Iron Overload From Repeated Transfusions
A single transfusion won’t cause iron overload, but people who receive transfusions regularly, such as those with sickle cell disease or thalassemia, face a cumulative buildup of iron. Your body has no natural mechanism for removing excess iron, so it deposits in organs over time.
The liver is often affected first. Early scarring of the liver has been observed in children with thalassemia as young as age 7, and once cirrhosis develops, the risk of liver cancer increases. The heart is also vulnerable. In patients who receive ongoing transfusions without iron-removal therapy, heart failure develops after an average of about 10 years. More than one third of people with transfusion-dependent thalassemia also develop restricted lung function.
Iron overload disrupts the endocrine system too. It can impair thyroid function, delay puberty in more than half of affected young patients, and interfere with other hormone-producing glands. Even the immune system suffers: excess iron impairs the function of certain white blood cells, making some patients more susceptible to specific infections. Iron-removal therapy (chelation) can slow or reverse some of this damage when started early enough.
Graft-Versus-Host Disease
One of the rarest but most dangerous transfusion complications occurs when immune cells in the donated blood attack the recipient’s tissues. This is called transfusion-associated graft-versus-host disease, and it is fatal in more than 90% of cases, with death typically caused by overwhelming infection.

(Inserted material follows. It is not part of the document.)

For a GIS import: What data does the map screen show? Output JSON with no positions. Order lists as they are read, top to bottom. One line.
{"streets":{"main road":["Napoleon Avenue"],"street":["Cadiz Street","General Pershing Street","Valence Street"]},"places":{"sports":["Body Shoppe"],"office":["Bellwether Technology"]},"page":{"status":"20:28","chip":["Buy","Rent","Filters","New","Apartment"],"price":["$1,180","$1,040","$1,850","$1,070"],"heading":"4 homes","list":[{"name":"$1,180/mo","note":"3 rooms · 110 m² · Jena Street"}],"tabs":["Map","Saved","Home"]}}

The people most at risk are those with severely weakened immune systems, particularly defects in the type of immune cells that would normally recognize and destroy the foreign donor cells. Patients undergoing certain cancer treatments, infants with immune deficiencies, and people with Hodgkin’s disease are among those at elevated risk. In genetically homogeneous populations with limited diversity in immune-system markers, the risk rises significantly because the recipient’s body may fail to recognize the donor cells as foreign. The condition can also occur in people with fully healthy immune systems, though this is uncommon. Blood products can be treated with irradiation to destroy the donor immune cells and prevent this complication in high-risk patients.

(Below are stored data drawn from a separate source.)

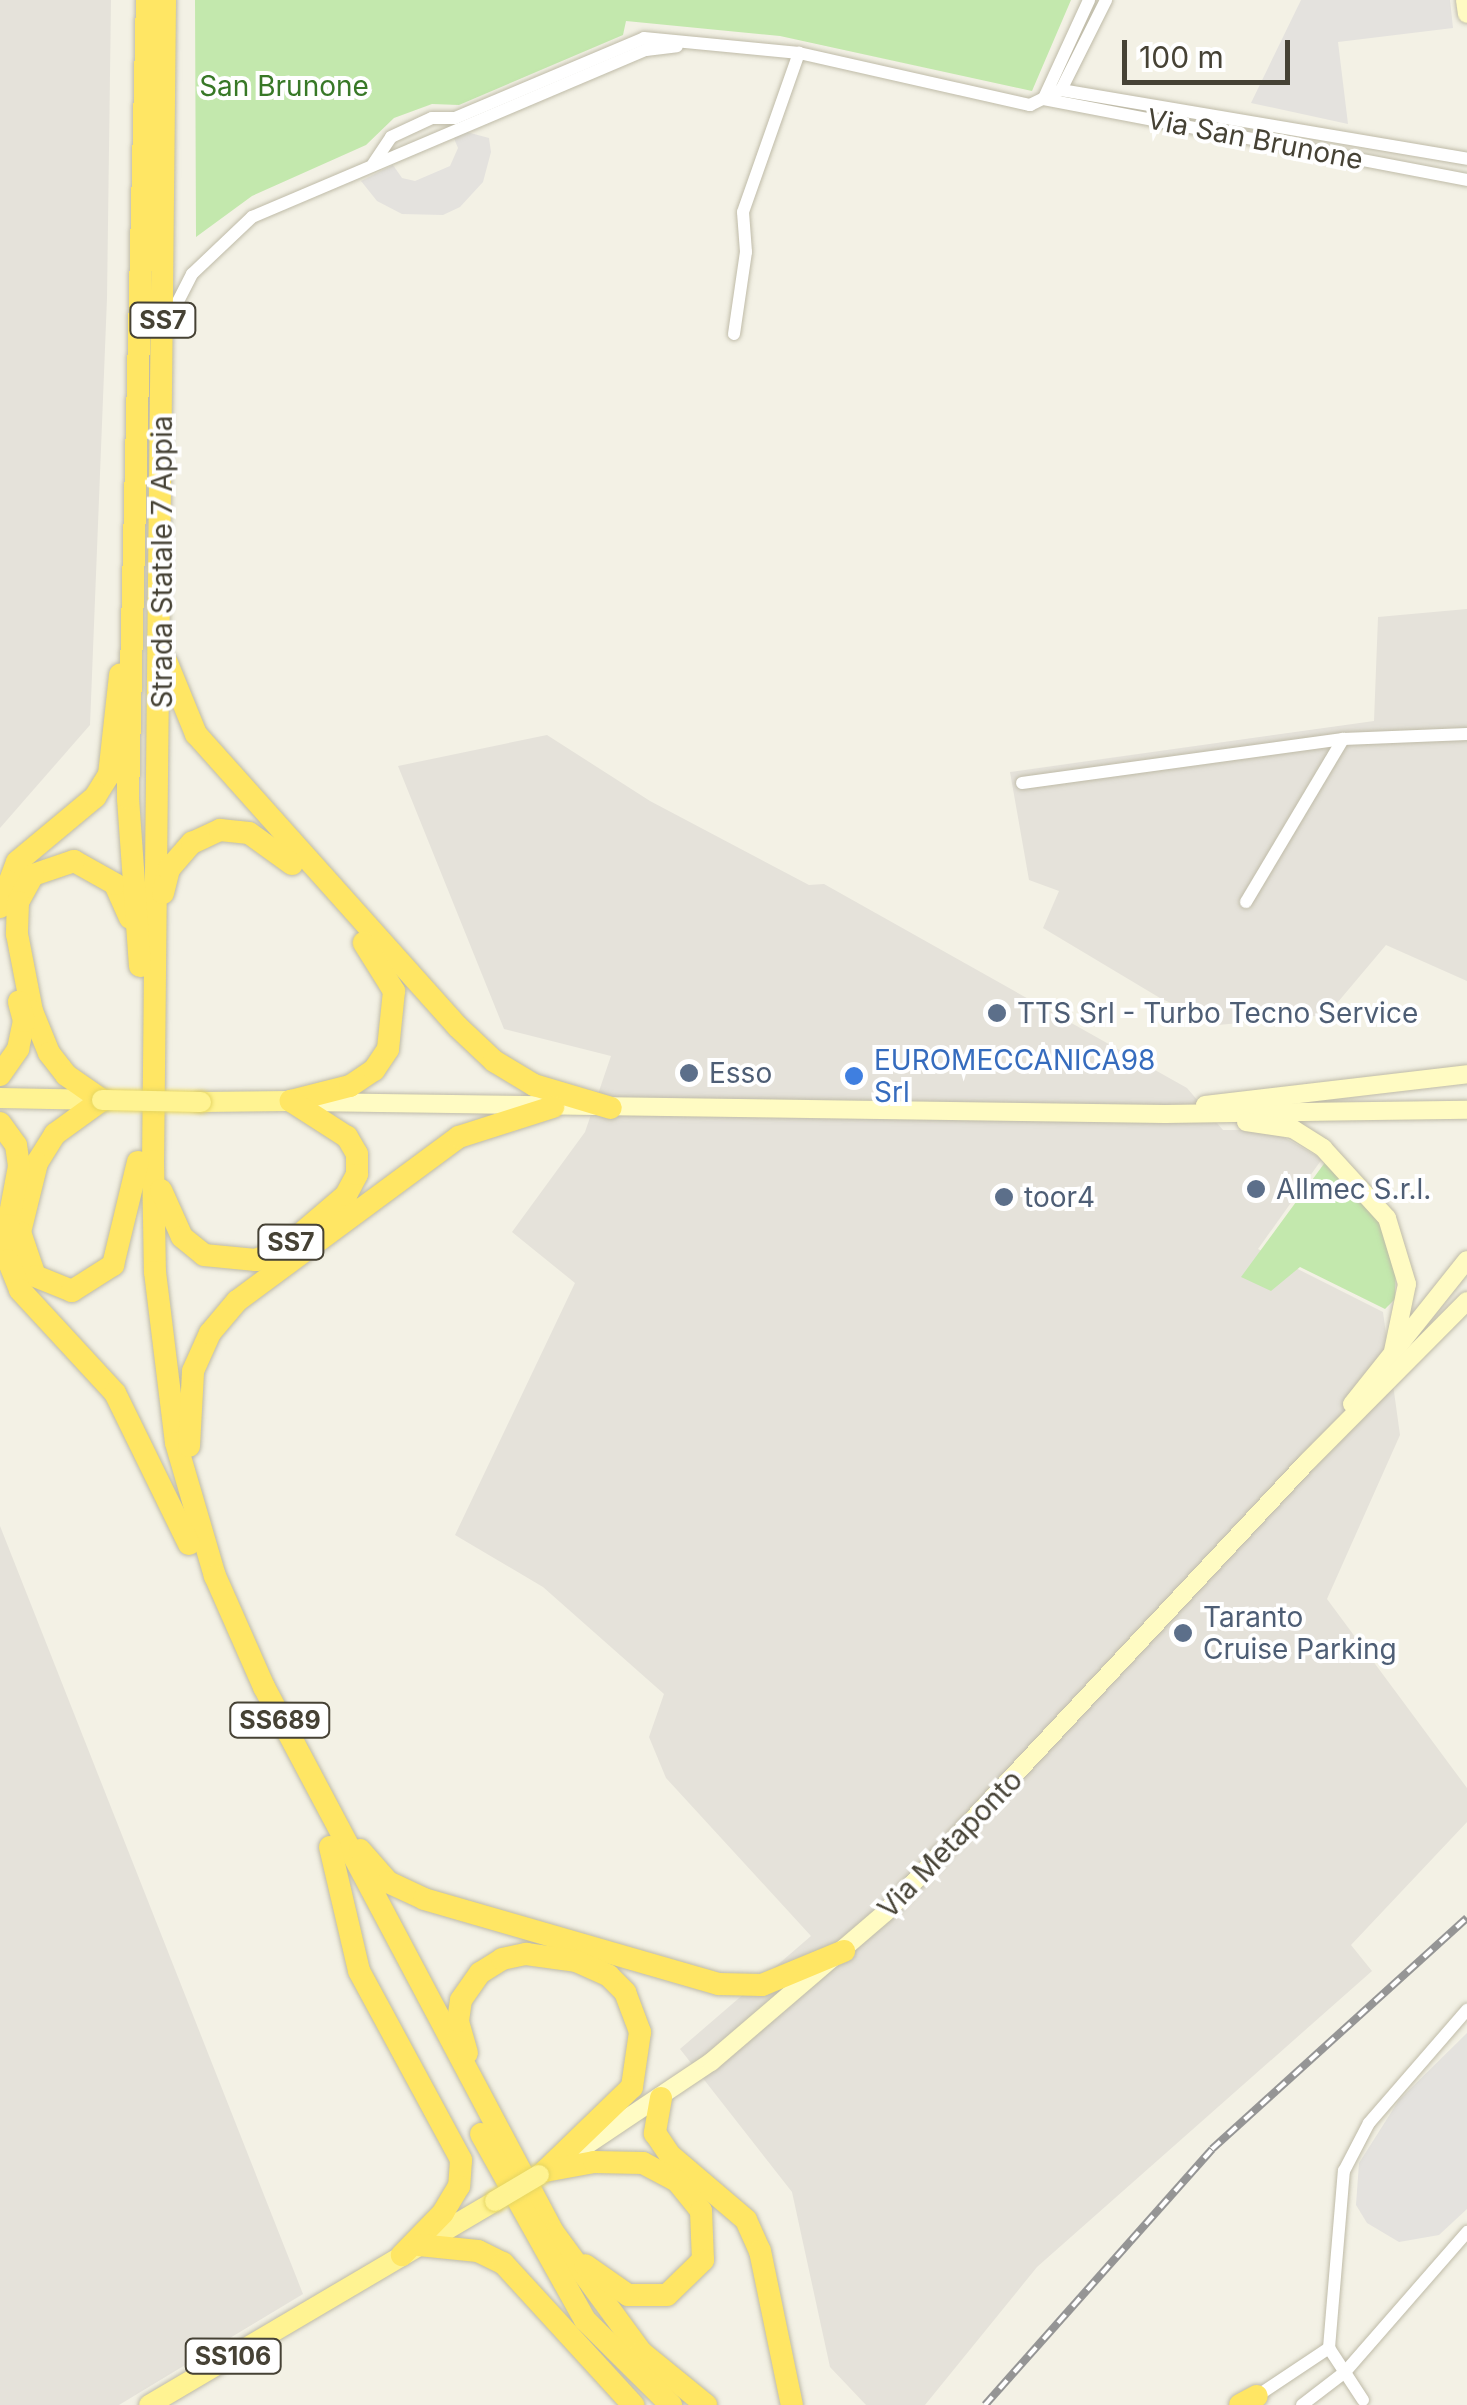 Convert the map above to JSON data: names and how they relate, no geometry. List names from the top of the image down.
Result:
{
  "streets": {
    "highway": ["SS7", "Strada Statale 7 Appia", "SS689"],
    "main road": ["Via Metaponto", "SS106"],
    "street": ["Via San Brunone"]
  },
  "crossings": [
    ["Via San Brunone", "Strada Statale 7 Appia"],
    ["SS7", "SS689"],
    ["Strada Statale 7 Appia", "SS689"],
    ["Via Metaponto", "SS106"]
  ],
  "parks": ["San Brunone"],
  "places": [
    "TTS Srl - Turbo Tecno Service",
    "Esso",
    "EUROMECCANICA98 Srl",
    "Allmec S.r.l.",
    "toor4",
    "Taranto Cruise Parking"
  ],
  "scale_bar": "100 m"
}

What Monitoring Looks Like
During a transfusion, your vital signs are checked at baseline, again about 15 minutes after the transfusion starts, and once more after it finishes. That 15-minute check is especially important because most acute reactions surface in that early window. Staff also rely heavily on patient observation: changes in your breathing, skin color, comfort level, and alertness can signal a reaction before vital signs shift.
If you’ve had a transfusion reaction in the past, let your care team know beforehand. They may pre-treat you with fever reducers or antihistamines, use specially processed blood products, or slow the infusion rate. Most reactions are caught early and managed effectively when staff and patients are both paying attention.